**Work to be completed:**
All records that follow are to be restated exactly.

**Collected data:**
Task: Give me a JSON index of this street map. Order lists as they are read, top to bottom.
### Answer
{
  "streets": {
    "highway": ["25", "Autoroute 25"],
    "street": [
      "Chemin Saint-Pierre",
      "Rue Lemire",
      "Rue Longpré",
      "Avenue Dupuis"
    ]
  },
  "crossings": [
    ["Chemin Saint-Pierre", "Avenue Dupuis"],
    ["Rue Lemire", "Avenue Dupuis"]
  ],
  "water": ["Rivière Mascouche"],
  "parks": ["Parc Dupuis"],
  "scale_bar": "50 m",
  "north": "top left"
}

**Exercise output:**
Task: Give me a JSON index of this street map. Order lists as they are read, top to bottom.
### Answer
{
  "streets": {
    "highway": ["25", "Autoroute 25"],
    "street": [
      "Chemin Saint-Pierre",
      "Rue Lemire",
      "Rue Longpré",
      "Avenue Dupuis"
    ]
  },
  "crossings": [
    ["Chemin Saint-Pierre", "Avenue Dupuis"],
    ["Rue Lemire", "Avenue Dupuis"]
  ],
  "water": ["Rivière Mascouche"],
  "parks": ["Parc Dupuis"],
  "scale_bar": "50 m",
  "north": "top left"
}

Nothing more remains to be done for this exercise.